EXERCISE BRIEF
Within the material below, filter for lines that hold the word "auto".

INPUT MATERIAL

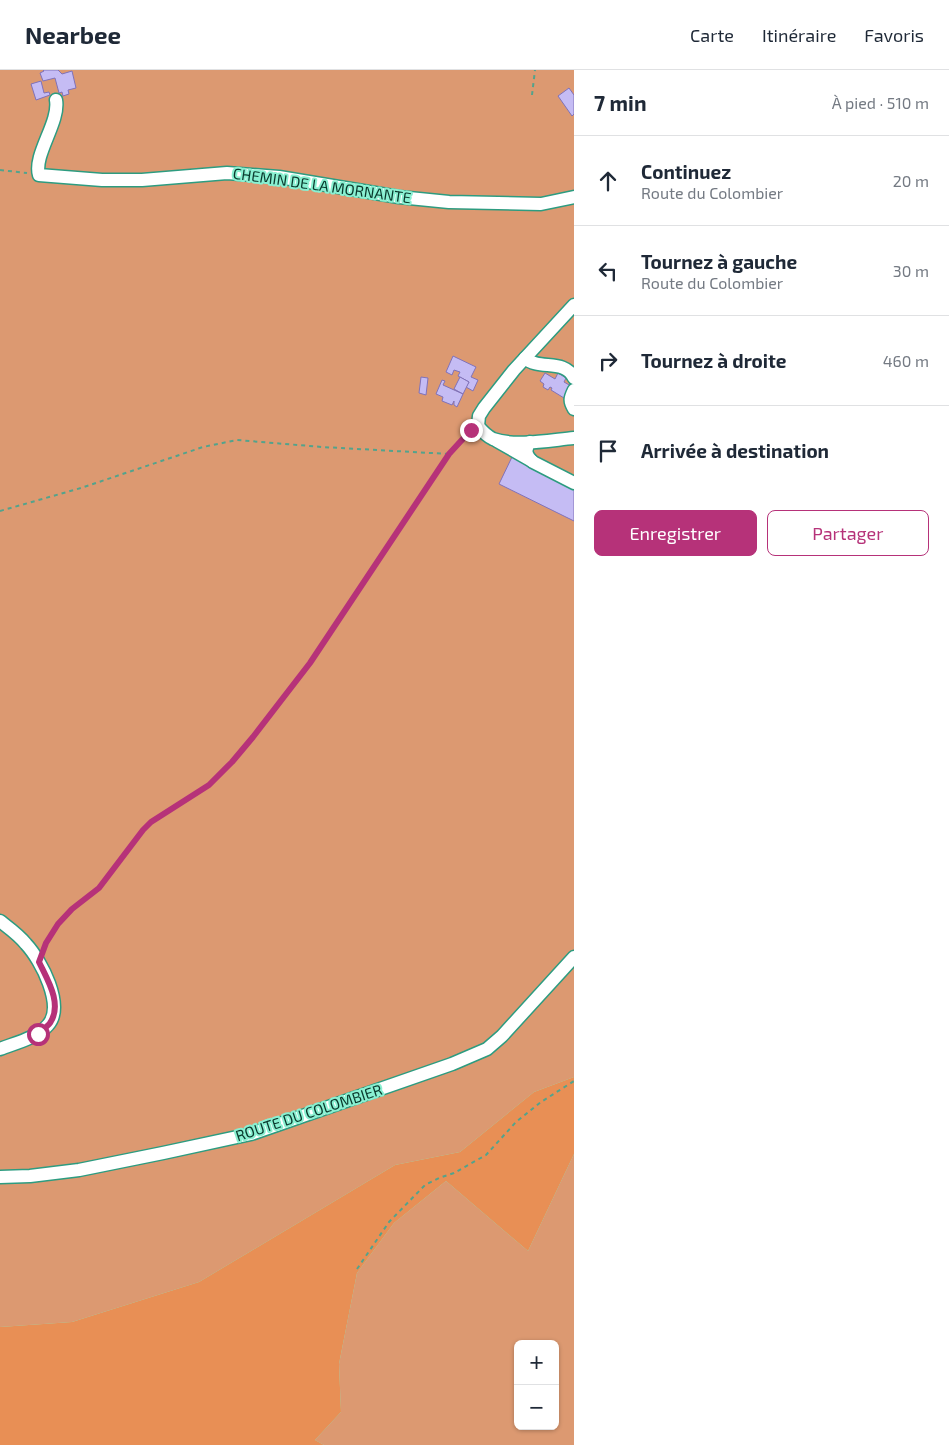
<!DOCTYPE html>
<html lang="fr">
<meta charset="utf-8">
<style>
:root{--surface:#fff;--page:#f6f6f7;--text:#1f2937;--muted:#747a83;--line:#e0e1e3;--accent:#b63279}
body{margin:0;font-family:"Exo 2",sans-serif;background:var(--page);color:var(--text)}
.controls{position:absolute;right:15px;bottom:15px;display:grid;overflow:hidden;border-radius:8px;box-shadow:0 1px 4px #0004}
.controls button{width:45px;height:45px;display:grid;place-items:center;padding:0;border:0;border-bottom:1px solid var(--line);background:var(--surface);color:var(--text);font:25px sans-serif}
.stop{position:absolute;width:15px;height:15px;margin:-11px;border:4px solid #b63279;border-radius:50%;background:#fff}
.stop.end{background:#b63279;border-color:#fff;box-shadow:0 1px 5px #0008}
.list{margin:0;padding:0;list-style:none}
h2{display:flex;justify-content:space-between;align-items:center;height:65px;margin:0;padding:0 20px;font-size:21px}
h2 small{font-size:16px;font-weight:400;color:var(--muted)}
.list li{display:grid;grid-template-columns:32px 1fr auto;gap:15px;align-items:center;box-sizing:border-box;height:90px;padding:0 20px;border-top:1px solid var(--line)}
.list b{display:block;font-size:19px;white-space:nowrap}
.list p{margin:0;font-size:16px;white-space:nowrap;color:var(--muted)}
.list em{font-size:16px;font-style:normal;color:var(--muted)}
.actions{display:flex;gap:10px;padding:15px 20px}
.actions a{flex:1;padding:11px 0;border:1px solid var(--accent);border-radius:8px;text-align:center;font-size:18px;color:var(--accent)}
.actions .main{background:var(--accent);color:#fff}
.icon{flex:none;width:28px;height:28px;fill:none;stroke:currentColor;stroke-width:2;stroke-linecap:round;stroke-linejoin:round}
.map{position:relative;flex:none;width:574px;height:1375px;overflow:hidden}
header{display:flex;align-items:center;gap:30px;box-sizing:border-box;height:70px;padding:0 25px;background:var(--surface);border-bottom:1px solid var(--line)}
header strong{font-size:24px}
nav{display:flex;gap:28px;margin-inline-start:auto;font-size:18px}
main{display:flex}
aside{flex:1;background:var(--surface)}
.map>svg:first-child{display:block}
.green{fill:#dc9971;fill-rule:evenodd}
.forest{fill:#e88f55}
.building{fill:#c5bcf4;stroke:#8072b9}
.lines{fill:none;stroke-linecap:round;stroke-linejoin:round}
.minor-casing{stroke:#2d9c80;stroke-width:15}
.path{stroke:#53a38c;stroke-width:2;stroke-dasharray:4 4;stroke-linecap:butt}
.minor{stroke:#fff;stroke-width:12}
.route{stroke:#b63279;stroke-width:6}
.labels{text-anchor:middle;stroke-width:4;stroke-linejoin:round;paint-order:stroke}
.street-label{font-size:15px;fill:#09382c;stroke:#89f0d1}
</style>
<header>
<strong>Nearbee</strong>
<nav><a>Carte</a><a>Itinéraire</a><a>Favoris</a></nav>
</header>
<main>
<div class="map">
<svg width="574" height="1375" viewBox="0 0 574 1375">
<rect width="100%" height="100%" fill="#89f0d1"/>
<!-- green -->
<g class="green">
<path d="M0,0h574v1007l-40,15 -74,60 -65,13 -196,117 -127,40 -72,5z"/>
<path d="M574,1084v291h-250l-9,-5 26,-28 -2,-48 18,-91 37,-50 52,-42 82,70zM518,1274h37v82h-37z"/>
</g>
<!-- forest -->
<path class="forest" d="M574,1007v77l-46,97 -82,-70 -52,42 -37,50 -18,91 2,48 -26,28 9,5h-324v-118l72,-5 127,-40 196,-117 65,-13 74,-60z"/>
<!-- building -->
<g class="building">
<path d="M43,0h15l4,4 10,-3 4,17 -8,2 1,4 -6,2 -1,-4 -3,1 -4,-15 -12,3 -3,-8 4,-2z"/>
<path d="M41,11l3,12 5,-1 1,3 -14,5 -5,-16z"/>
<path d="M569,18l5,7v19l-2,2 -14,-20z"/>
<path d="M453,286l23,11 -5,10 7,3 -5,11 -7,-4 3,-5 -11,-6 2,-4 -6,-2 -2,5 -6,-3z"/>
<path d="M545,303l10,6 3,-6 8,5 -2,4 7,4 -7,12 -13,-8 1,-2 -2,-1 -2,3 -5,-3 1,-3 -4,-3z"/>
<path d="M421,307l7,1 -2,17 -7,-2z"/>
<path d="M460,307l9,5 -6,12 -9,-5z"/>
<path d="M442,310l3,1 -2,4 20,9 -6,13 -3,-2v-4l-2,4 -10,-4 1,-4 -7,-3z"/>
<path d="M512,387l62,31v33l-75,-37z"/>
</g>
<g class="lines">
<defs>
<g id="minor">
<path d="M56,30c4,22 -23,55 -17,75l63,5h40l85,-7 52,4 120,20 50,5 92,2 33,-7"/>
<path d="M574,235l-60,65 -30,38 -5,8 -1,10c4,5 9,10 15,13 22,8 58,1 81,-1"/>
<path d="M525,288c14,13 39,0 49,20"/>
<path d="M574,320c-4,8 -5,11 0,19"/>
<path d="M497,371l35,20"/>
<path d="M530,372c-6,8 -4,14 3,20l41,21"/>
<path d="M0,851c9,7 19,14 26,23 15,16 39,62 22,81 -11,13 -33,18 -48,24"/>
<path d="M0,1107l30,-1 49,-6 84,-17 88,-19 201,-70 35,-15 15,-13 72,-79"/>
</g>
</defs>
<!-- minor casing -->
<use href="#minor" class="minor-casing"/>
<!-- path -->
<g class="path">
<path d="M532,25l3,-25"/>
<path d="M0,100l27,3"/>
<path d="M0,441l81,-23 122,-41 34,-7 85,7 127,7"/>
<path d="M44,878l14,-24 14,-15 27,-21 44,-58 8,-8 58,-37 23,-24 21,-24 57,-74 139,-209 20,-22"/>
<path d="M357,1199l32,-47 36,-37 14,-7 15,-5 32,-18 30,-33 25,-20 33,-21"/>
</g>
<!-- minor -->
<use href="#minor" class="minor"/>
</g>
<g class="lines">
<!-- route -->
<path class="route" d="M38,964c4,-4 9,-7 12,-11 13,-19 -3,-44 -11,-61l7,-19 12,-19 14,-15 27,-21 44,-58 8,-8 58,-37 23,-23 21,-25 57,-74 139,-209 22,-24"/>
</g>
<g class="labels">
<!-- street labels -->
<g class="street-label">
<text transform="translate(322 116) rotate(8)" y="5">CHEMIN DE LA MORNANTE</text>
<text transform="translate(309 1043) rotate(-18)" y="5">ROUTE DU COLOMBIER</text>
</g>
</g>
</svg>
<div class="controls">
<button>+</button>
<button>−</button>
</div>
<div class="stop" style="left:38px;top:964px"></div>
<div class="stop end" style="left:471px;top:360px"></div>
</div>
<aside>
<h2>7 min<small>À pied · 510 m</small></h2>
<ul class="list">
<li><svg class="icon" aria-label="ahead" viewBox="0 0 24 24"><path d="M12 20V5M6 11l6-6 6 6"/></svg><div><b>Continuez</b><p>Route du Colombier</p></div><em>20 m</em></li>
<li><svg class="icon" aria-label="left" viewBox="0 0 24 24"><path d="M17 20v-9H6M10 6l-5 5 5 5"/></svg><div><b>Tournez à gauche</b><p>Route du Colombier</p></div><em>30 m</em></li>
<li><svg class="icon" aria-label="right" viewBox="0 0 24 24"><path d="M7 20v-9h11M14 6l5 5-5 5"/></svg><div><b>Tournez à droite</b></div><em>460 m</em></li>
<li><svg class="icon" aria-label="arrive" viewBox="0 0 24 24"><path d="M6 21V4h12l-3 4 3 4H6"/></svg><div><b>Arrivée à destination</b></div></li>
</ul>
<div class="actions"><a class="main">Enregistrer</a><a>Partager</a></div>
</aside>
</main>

ANSWER TO THIS PROBLEM
.list li{display:grid;grid-template-columns:32px 1fr auto;gap:15px;align-items:center;box-sizing:border-box;height:90px;padding:0 20px;border-top:1px solid var(--line)}
nav{display:flex;gap:28px;margin-inline-start:auto;font-size:18px}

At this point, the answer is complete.